- EXERCISE
Scan the entries for "canvas". Every line that holds it is to be copied.

- DATA TO EXAMINE
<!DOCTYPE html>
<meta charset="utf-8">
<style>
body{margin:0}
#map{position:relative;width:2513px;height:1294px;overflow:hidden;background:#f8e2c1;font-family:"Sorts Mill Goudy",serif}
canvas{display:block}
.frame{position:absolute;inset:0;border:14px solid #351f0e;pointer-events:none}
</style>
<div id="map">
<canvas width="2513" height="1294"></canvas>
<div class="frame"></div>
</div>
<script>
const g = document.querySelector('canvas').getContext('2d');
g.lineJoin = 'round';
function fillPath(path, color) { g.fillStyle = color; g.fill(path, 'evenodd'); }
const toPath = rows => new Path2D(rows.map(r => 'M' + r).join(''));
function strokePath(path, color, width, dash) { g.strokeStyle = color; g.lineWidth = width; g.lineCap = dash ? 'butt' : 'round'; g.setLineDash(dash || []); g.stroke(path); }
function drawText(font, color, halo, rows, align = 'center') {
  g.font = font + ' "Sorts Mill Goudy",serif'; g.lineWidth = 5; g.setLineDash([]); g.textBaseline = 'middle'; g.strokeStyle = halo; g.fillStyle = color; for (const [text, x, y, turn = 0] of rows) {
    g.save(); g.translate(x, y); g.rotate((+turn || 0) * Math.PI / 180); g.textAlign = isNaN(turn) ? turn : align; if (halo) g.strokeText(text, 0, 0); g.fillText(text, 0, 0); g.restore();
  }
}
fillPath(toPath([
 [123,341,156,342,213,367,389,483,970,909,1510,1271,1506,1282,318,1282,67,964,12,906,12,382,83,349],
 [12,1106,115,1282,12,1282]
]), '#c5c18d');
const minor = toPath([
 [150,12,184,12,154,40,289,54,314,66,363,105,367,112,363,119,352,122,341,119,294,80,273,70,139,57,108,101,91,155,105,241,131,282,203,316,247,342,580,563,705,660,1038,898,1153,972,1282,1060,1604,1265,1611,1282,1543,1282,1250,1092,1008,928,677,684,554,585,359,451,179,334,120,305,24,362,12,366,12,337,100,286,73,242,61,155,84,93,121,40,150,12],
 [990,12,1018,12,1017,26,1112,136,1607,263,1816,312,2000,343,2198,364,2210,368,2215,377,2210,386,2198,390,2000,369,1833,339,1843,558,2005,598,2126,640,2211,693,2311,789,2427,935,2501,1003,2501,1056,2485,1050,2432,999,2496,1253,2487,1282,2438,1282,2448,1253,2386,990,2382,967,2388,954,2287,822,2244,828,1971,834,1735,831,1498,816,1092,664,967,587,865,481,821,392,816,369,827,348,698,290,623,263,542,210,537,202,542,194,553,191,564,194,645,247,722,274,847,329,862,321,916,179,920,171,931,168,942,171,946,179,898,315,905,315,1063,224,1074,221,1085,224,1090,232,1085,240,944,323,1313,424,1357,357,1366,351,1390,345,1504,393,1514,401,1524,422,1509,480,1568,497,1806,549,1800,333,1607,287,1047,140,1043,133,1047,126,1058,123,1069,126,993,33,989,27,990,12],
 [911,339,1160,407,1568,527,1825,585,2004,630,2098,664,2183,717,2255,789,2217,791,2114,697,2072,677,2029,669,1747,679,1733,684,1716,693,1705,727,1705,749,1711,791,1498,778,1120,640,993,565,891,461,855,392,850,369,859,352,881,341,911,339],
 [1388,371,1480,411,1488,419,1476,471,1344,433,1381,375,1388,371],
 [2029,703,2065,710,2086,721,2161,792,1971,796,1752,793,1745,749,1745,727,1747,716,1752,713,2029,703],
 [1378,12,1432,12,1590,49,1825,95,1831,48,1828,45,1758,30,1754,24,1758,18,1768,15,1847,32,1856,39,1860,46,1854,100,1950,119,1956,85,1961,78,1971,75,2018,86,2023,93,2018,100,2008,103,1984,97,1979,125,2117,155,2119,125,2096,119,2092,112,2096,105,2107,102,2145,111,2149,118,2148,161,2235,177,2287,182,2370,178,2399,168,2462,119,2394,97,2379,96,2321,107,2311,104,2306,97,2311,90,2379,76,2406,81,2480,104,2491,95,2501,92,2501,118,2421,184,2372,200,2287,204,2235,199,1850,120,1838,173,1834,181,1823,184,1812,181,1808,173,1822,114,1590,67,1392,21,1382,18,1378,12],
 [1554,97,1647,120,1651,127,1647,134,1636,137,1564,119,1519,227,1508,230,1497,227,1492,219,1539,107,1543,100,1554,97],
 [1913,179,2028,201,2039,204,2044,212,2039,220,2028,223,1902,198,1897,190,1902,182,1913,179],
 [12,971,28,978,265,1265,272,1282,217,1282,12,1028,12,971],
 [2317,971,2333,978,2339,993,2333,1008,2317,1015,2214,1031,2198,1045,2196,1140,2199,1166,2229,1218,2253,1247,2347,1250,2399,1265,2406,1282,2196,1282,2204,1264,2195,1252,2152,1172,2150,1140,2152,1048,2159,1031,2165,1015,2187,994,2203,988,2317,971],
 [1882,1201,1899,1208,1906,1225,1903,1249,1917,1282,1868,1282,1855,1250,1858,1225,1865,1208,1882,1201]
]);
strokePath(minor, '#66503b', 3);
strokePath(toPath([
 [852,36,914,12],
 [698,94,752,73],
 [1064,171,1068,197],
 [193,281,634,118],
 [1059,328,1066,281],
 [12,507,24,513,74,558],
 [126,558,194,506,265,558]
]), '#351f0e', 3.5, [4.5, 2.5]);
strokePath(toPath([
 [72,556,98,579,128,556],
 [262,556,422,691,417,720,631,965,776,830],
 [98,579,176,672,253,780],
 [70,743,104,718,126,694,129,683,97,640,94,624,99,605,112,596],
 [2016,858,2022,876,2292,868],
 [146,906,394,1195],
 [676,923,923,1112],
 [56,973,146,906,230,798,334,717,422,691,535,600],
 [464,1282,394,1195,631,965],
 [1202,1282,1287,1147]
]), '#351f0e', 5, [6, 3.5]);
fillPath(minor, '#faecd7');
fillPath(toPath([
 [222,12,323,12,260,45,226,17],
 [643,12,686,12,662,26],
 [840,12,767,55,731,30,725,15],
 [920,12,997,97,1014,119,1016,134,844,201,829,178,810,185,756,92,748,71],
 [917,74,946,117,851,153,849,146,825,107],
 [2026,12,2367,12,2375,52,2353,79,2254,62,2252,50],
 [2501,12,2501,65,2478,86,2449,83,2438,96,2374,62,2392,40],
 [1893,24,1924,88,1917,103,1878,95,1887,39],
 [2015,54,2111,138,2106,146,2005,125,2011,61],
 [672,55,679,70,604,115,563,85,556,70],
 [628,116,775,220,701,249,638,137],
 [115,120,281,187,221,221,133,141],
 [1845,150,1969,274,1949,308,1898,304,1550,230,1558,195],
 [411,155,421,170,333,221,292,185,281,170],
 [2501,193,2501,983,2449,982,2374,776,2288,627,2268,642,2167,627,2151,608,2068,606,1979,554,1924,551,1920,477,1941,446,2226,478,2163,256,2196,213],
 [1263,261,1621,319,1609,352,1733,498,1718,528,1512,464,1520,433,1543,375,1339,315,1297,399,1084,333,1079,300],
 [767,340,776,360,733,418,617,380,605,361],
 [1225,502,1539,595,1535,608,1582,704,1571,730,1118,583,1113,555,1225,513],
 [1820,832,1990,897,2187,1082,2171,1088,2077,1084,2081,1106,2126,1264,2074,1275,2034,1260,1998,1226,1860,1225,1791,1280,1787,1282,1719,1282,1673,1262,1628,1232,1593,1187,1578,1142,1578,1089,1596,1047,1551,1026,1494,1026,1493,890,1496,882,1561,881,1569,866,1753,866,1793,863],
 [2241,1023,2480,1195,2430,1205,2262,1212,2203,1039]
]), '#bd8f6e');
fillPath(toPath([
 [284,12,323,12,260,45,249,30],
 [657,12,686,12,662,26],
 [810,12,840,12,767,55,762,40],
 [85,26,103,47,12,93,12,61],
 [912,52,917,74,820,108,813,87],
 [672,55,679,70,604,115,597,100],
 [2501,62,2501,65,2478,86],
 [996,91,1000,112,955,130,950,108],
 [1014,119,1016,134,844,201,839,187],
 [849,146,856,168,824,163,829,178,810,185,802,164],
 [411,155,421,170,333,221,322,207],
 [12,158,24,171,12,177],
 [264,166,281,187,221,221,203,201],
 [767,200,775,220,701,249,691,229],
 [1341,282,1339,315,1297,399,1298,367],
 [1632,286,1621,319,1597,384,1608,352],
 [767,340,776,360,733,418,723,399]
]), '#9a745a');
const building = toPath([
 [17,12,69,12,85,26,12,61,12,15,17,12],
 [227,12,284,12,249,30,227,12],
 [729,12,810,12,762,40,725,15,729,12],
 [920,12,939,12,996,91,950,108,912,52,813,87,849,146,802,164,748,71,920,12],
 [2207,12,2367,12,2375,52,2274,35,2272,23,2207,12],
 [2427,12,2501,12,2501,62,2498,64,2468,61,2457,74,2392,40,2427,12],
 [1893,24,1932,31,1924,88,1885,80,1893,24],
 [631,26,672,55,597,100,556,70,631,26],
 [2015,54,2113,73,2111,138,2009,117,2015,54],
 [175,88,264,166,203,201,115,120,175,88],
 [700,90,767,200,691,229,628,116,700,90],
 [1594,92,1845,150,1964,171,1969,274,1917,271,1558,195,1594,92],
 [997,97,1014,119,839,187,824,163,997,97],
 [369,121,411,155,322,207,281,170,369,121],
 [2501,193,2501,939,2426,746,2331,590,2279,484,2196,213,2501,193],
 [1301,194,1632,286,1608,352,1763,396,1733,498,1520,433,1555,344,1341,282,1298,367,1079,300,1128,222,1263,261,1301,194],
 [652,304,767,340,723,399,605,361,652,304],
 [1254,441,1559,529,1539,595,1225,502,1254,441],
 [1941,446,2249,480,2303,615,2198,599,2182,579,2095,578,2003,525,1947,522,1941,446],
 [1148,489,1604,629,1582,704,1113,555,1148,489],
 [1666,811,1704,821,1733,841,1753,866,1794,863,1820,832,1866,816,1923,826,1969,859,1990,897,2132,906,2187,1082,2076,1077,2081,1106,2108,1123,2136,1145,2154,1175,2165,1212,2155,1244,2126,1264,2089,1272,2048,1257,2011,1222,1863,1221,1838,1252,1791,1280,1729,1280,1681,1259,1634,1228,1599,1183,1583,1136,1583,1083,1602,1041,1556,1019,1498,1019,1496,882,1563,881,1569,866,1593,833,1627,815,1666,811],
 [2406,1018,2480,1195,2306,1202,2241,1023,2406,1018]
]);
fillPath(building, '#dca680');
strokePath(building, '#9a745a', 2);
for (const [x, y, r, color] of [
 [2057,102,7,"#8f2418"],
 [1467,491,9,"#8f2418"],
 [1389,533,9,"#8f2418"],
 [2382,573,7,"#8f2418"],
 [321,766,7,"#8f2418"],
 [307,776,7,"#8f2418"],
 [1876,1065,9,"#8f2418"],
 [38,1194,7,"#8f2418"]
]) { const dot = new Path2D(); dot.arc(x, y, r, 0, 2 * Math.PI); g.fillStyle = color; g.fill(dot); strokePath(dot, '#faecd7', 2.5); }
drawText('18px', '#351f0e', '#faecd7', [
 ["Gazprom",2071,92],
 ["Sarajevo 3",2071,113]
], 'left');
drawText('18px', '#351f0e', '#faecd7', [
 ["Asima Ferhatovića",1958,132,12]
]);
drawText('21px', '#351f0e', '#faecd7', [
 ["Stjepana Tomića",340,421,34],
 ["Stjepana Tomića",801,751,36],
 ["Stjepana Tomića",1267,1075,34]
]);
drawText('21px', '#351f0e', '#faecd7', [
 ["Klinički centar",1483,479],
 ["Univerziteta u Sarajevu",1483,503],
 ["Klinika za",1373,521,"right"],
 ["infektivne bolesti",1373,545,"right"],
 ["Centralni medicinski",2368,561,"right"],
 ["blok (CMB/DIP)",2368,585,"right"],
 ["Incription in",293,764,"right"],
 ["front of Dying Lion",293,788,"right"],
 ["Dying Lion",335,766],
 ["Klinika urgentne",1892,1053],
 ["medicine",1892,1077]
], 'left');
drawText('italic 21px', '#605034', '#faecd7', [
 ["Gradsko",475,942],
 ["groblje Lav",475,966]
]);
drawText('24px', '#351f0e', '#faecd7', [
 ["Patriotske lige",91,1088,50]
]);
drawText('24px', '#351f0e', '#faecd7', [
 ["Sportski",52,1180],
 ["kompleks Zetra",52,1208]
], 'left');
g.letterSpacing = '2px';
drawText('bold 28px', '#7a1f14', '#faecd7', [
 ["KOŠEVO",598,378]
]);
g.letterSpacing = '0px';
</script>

- ANSWER FOR THIS EXERCISE
canvas{display:block}
<canvas width="2513" height="1294"></canvas>
const g = document.querySelector('canvas').getContext('2d');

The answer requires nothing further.